Z ustaleń sądowych wynika, że uczestniczka była 21-krotnie hospitalizowana, w
większości – w trybie art. 23 ustawy. Jeżeli tak, to sąd opiekuńczy musiał wszczynać
obligatoryjne postępowanie kontrolne w trybie art. 25 – 27 ustawy. Kontrola taka
obejmuje sposób postępowania związany z przymusowym przyjęciem do szpitala
psychiatrycznego oraz przesłanki materialnoprawne. Aprobata (dezaprobata) przyjęcia
5
dotyczy czynności jednorazowej, ale ma znaczenie na przyszłość w odniesieniu do
istnienia choroby i postępowania pacjenta. W rozpoznawanej sprawie Sądy nie odniosły
się do tych istotnych zdarzeń. Nie wiadomo też, czy były podejmowane próby
ubezwłasnowolnienia Z. L.
Należy zaznaczyć, iż uciążliwe i męczące dla otoczenia zachowanie się osoby
chorej psychicznie nie stanowi przesłanki przymusowej hospitalizacji lub innego rodzaju
„odosobnienia” (zob. orzeczenia Sądu Najwyższego z dnia 14 lutego 1996 r., II CRN
201/95 – PiP 1997, z. 1, poz. 111 oraz z dnia 12 lipca 1996, II CRN 81/96 – OSNC
1996, z. 12, poz. 164).
Uczestniczka, osoba chora psychicznie, nie miała żadnej pomocy prawnej w
postępowaniu pierwszo-instancyjnym i apelacyjnym. Jeżeli więc „utraciła zdolność
samodzielnego funkcjonowania w społeczeństwie”, to należało zapewnić pomoc prawną
dla ochrony jej praw w postępowaniu sądowym. Chodzi tu nie tyle o kuratora (art. 44 ust.

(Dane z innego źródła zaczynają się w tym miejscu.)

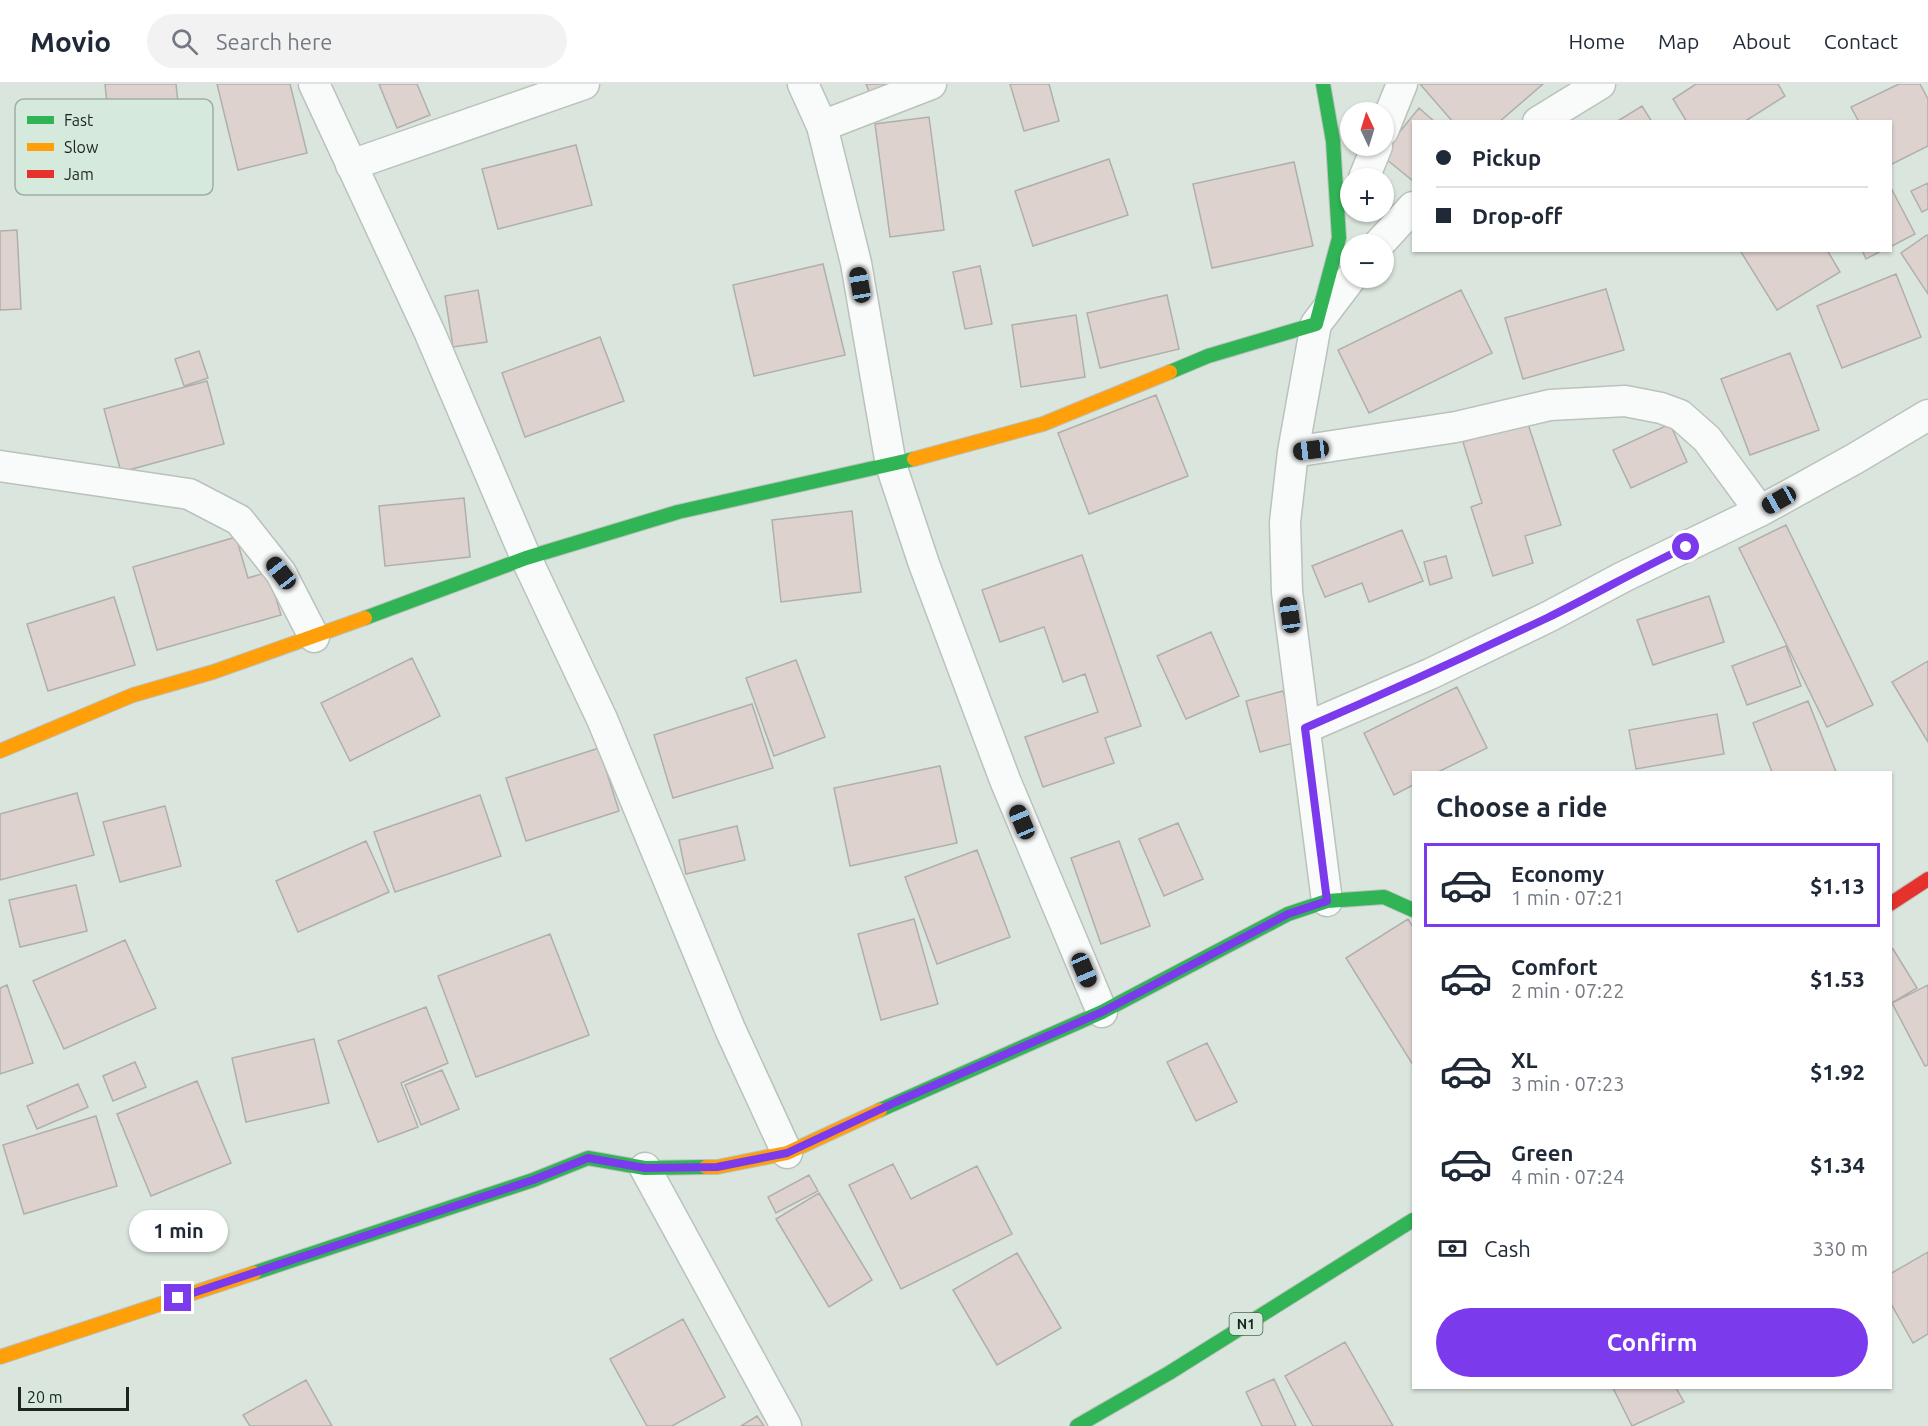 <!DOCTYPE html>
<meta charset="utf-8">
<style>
:root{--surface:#fff;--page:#f2f2f3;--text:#1f2937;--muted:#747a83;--line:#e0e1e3;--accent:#7c3aed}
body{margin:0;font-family:Ubuntu,sans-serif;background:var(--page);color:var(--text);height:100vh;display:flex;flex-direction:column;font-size:22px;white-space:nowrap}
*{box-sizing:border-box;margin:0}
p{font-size:20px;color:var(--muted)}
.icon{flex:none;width:33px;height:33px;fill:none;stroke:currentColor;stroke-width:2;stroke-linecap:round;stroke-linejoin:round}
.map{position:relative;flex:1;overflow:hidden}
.side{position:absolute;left:1412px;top:687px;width:480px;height:618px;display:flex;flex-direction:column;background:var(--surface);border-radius:0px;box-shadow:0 2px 4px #0004}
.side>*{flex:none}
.guide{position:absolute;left:1412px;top:36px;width:480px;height:132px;border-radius:0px;box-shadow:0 2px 4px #0004;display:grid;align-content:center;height:132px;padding:0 24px;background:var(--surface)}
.needle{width:39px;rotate:356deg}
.tools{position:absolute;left:1340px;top:18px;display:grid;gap:12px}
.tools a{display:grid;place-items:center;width:54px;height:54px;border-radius:50%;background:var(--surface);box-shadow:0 2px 4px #0004;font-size:30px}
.scale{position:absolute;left:18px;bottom:15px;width:111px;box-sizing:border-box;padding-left:6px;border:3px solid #1d241f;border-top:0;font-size:16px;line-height:21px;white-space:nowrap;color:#1d241f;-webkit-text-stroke:4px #d5eadc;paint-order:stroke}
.end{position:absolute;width:27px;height:27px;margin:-14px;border:8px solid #7c3aed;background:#fff;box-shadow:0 0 0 3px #fff}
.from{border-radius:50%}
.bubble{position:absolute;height:42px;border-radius:21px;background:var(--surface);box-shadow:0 2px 4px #0004;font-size:20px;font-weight:600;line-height:42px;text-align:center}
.car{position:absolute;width:18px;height:36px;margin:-18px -9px;border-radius:8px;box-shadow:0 0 4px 2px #0007;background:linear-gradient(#222 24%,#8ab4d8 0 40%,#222 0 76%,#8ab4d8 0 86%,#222 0)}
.guide b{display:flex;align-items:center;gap:21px;height:57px;font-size:22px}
.guide b+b{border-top:2px solid var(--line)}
.guide i{width:15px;height:15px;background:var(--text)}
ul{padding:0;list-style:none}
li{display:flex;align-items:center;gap:18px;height:84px;margin:0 12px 9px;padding:0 12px;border:3px solid transparent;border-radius:0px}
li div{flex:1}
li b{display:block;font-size:22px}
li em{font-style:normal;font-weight:600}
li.active{border-color:var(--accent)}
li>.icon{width:54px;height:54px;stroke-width:1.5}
h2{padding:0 24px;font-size:27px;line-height:72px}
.pay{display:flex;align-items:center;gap:15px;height:66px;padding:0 24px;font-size:22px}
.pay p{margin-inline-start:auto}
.cta{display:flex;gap:12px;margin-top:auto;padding:12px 24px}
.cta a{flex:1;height:69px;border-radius:36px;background:var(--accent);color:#fff;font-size:24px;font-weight:600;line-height:69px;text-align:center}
header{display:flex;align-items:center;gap:36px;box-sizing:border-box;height:84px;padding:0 30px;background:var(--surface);border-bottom:2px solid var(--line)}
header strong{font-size:28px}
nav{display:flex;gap:33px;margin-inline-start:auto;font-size:21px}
.search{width:420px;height:54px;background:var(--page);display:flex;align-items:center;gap:15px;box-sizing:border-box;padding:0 21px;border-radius:33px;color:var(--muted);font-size:22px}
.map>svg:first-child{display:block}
.building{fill:#ded2cf;stroke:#afafac;stroke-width:1.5}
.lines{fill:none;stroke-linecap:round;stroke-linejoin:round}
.street-casing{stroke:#bac2bc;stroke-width:33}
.fast-casing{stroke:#bac2bc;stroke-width:16}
.slow-casing{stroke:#bac2bc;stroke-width:16}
.jam-casing{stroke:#bac2bc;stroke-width:16}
.street{stroke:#f9fbfa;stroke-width:30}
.fast{stroke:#30b455;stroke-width:14}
.slow{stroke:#ff9f0a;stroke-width:14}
.jam{stroke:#e5322d;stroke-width:14}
.route{stroke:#7c3aed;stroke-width:8}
.labels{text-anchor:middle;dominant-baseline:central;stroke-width:4.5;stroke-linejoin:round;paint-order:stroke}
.shield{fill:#d5eadc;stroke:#545f58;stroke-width:1.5}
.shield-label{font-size:14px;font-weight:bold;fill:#1d241f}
.key{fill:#d5eadc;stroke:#9eafa3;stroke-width:1.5}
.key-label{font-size:16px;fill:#1d241f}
</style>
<header>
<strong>Movio</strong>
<div class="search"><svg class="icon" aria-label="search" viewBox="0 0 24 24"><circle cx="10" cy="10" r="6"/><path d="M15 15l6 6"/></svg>Search here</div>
<nav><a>Home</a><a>Map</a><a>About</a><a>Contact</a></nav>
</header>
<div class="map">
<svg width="1928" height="1342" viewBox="0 0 1928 1342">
<rect width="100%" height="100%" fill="#dae5dd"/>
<path class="building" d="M105 0H176L186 93 115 100Z
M217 0H290L307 69 238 86Z
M379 0H417L430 31 397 44Z
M866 0H893L870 10Z
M1010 0H1049L1059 37 1024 47Z
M1420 0H1543L1499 38H1453Z
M1696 0H1778L1785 12 1744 38H1687L1673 15Z
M1899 0H1920L1928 15V62L1890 81V38H1859L1851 23Z
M1642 22 1652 38H1616Z
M1419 24 1435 38H1413V97L1381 71Z
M929 33 944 146 890 153 875 40Z
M576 61 592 121 498 145 482 85Z
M1109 75 1128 131 1033 162 1015 107Z
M1294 78 1313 162 1212 184 1193 100Z
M1928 99V125L1922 128 1911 107Z
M1890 102 1915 150 1890 163Z
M17 146 21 225 0 226V147Z
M1927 151 1928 152V210L1901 169Z
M1744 166H1827L1840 188 1777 226 1741 168Z
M1862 166H1883L1866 175Z
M823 180 845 271 754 292 733 201Z
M980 182 992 240 965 245 953 188Z
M1896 190 1921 253 1842 284 1817 222Z
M1606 205 1624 266 1523 295 1505 234Z
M478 206 487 258 453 263 445 212Z
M1461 206 1492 269 1369 329 1338 266Z
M1167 211 1179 265 1100 284 1087 229Z
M1076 231 1085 293 1021 303 1012 241Z
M600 253 624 317 525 353 502 289Z
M199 267 208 294 184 302 175 275Z
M1790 269 1819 346 1750 371 1721 295Z
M207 297 224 360 121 388 104 325Z
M1156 311 1188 392 1089 430 1058 349Z
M1527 337 1561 441 1525 452 1533 479 1493 492 1471 423 1482 419 1463 358Z
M1670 340 1687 378 1631 404 1613 366Z
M464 414 470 473 385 482 379 422Z
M852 427 861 508 781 518 772 436Z
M1786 441 1873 621 1827 643 1739 464Z
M1402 446 1423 497 1369 518 1362 499 1325 513 1312 482Z
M236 453 248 494 268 488 281 531 157 566 133 483Z
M1082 471 1141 642 1105 654 1114 679 1043 703 1025 653 1098 628 1085 590 1063 598 1044 543 1000 558 982 506Z
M1446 472 1452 494 1430 501 1424 478Z
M1709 512 1724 558 1653 581 1637 536Z
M114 513 135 581 48 607 27 540Z
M1211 548 1239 612 1186 635 1157 572Z
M1786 562 1801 602 1747 621 1732 582Z
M412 574 440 632 350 677 321 619Z
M796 576 825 653 774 672 746 594Z
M1928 577V658L1892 598Z
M1457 603 1487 664 1438 688H1413V701L1394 711 1364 649Z
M1283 607 1297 658 1260 668 1246 617Z
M1808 617 1836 688H1772L1753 639Z
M752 620 773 684 673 714 654 651Z
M1717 630 1724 670 1636 685 1629 646Z
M599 664 619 727 526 757 506 694Z
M940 682 957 759 850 782 834 704Z
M77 709 94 771 0 796V730Z
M480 711 501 772 395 808 374 748Z
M165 722 181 782 120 798 103 738Z
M1178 739 1203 795 1164 812 1139 755Z
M737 742 745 776 686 790 679 756Z
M366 757 389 808 298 848 276 797Z
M1119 757 1150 842 1101 860 1071 774Z
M977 766 1010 853 937 880 905 793Z
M76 801 87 847 20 863 9 816Z
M914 835 938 920 881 936 858 850Z
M1408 835 1413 843V981L1346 874Z
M550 850 589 951 476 993 438 892Z
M125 856 156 924 64 965 33 897Z
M1893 865 1917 904 1890 920V866Z
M7 901 33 979 0 990V904Z
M1928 901V981L1925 982 1892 919Z
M426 923 448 979 401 999 418 1043 378 1058 338 957Z
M314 955 329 1019 246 1038 232 974Z
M1207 959 1237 1018 1196 1037 1167 978Z
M135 978 146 1003 113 1017 103 992Z
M442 986 459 1025 421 1041 405 1001Z
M197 997 231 1079 151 1112 117 1030Z
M78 1000 88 1023 37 1045 27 1022Z
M96 1032 117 1102 24 1130 3 1061Z
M893 1080 911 1115 977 1082 1012 1150 901 1205 849 1101Z
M809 1091 818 1107 776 1129 768 1113Z
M819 1109 872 1196 829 1223 776 1135Z
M1928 1168V1250L1913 1259 1890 1218V1190Z
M1017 1169 1061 1244 997 1281 953 1206Z
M683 1235 725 1313 672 1342H647L610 1275Z
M1345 1258 1393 1342H1313L1285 1292Z
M1274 1295 1296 1342H1262L1246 1308Z
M306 1296 332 1342H250L243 1331Z
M1613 1304H1676L1684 1318 1632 1342Z
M757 1332 764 1342H741Z"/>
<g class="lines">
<defs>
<path id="street" d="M314 0 429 247 526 474 602 635 730 945 787 1069
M803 0 822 42 856 179 891 381 924 480 1005 696 1102 928
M1538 38 1600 0
M822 42 931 0
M1383 47 1402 0
M351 81 584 0
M1364 94 1377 62
M1379 160 1413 123
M1293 368 1456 343 1550 321 1625 317 1661 324 1680 331 1707 355 1760 427
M0 382 189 410 239 436 281 489 314 553
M1305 644 1430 590 1550 532 1623 493 1760 427 1856 374 1928 331
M1327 817 1287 508 1285 438 1293 368 1316 240 1351 194
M645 1084 786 1342"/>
<path id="fast" d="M1170 288 1208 272 1316 240 1339 154 1333 57 1323 0
M365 534 526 474 678 428 914 375
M880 1026 1102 928 1288 830 1327 817 1384 813 1413 826
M254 1189 533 1096 588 1074 645 1084 706 1083
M1077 1342 1169 1289 1413 1136"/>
<path id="slow" d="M914 375 1043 340 1170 288
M0 667 133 611 213 588 365 534
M706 1083H717L787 1069 880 1026
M0 1273 254 1189"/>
<path id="jam" d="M1890 820 1928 795"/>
</defs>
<use href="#street" class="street-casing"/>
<use href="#fast" class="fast-casing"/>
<use href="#slow" class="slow-casing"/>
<use href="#jam" class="jam-casing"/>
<use href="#street" class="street"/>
<use href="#fast" class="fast"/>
<use href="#slow" class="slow"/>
<use href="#jam" class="jam"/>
</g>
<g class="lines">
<path class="route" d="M178 1214 533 1096 588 1074 645 1084 717 1083 787 1069 896 1018 1102 928 1288 830 1327 817 1305 644C1386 609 1467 572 1547 534 1594 511 1639 485 1686 463"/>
</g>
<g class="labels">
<rect class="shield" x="1229.5" y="1229" width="33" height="22" rx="4.5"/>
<g class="shield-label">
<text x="1246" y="1240">N1</text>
</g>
</g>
<rect x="15" y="15" width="198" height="96" rx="9" class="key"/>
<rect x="27" y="32" width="27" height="8" fill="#30b455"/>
<rect x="27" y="59" width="27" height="8" fill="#ff9f0a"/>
<rect x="27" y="86" width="27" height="8" fill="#e5322d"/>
<g class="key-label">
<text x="64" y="42">Fast</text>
<text x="64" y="69">Slow</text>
<text x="64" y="96">Jam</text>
</g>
</svg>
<div class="tools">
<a><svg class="needle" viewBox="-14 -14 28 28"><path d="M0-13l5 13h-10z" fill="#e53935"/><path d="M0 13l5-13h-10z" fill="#747a83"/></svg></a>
<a>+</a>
<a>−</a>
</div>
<div class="scale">20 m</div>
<i class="end from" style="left:1686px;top:463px"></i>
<i class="end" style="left:178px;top:1214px"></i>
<div class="bubble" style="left:129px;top:1126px;width:99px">1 min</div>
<i class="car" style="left:860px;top:201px;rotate:350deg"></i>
<i class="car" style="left:1311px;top:366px;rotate:263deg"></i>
<i class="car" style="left:1779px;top:416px;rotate:241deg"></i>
<i class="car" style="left:281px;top:489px;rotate:322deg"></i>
<i class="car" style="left:1290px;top:531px;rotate:352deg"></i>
<i class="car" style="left:1022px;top:738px;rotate:337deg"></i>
<i class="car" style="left:1084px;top:886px;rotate:157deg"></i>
<div class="guide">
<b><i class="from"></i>Pickup</b>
<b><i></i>Drop-off</b>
</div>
<section class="side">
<h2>Choose a ride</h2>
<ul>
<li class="active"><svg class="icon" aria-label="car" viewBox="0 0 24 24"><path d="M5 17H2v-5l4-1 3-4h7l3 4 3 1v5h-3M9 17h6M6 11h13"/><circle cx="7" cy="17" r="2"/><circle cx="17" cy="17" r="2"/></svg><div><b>Economy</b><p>1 min · 07:21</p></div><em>$1.13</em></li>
<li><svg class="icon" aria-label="car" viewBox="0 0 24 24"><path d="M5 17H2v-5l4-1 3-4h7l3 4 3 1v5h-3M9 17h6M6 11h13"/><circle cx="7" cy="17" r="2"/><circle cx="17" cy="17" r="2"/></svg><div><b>Comfort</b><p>2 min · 07:22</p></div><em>$1.53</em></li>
<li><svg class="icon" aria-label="car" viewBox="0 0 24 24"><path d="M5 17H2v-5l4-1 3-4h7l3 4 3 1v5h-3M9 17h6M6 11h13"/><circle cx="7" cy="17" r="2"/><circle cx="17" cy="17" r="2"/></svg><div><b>XL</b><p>3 min · 07:23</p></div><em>$1.92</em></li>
<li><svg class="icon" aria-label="car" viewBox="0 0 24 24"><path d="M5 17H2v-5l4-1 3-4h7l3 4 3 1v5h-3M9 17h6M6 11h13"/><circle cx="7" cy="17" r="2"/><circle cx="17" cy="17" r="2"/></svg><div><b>Green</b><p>4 min · 07:24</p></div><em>$1.34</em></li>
</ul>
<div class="pay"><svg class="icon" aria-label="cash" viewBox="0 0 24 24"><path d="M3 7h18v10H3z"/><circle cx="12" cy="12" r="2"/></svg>Cash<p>330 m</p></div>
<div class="cta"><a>Confirm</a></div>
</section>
</div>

2 ustawy), mającego ograniczone czasowo i funkcjonalnie kompetencje (zob.
orzeczenia Sądu Najwyższego z dnia 24 maja 1995 r., III CRN 22/95 – OSNC 1995, z.
9, poz. 134 i z dnia 27 marca 1996 r., III CZP 28/96 – OSNC 1996, z. 7 – 8, poz. 99), co
o adwokata z urzędu (art. 48 ust. 2 ustawy), który gwarantowałby ochronę jej praw w
całym postępowaniu sądowym, w szczególności w sferze dowodowej. Wykazane
zostały poprzednio znaczne niedostatki postępowania dowodowego w kwestiach
istotnych dla rozstrzygnięcia sprawy, uniemożliwiające dokonanie miarodajnych ustaleń
faktycznych co do zdolności uczestniczki zaspokajania podstawowych potrzeb
życiowych oraz w zakresie potrzeby i możliwości korzystania z opieki i pielęgnacji innych
osób. W judykaturze podkreśla się, że fakultatywność ustanowienia adwokata z urzędu
na podstawie art. 48 ust 2 ustawy („sąd może”) nie oznacza dowolności, bowiem
niemożność racjonalnego korzystania z instytucji procesowych przez osobę chorą
psychicznie stwarza obowiązek ustanowienia pełnomocnika (orzeczenia Sądu
Najwyższego z dnia 10 marca 1999 r., II CKN 41/99 – nie publ. oraz z dnia 28 listopada
2002 r., II CKN 399/01 – nie publ.). Nieustanowienie adwokata z urzędu było zatem – w
okolicznościach rozpoznawanej sprawy – uchybieniem procesowym, które również
mogło mieć istotny wpływ na rozstrzygnięcie sprawy (art. 3931
pkt 2 k.p.c.).
Z przedstawionych przyczyn należało uchylić oba postanowienia i przekazać
sprawę Sądowi Rejonowemu do ponownego rozpoznania i orzeczenia o kosztach
postępowania kasacyjnego i apelacyjnego (art. 39313
§ 1 k.p.c. i art. 108 § 2 k.p.c. w
6
związku z art. 13 § 2 k.p.c. oraz art. 3 ustawy z dnia 22 grudnia 2004 r. o zmianie
kodeksu postępowania cywilnego.. – Dz. U. 2005, Nr 13, poz. 98).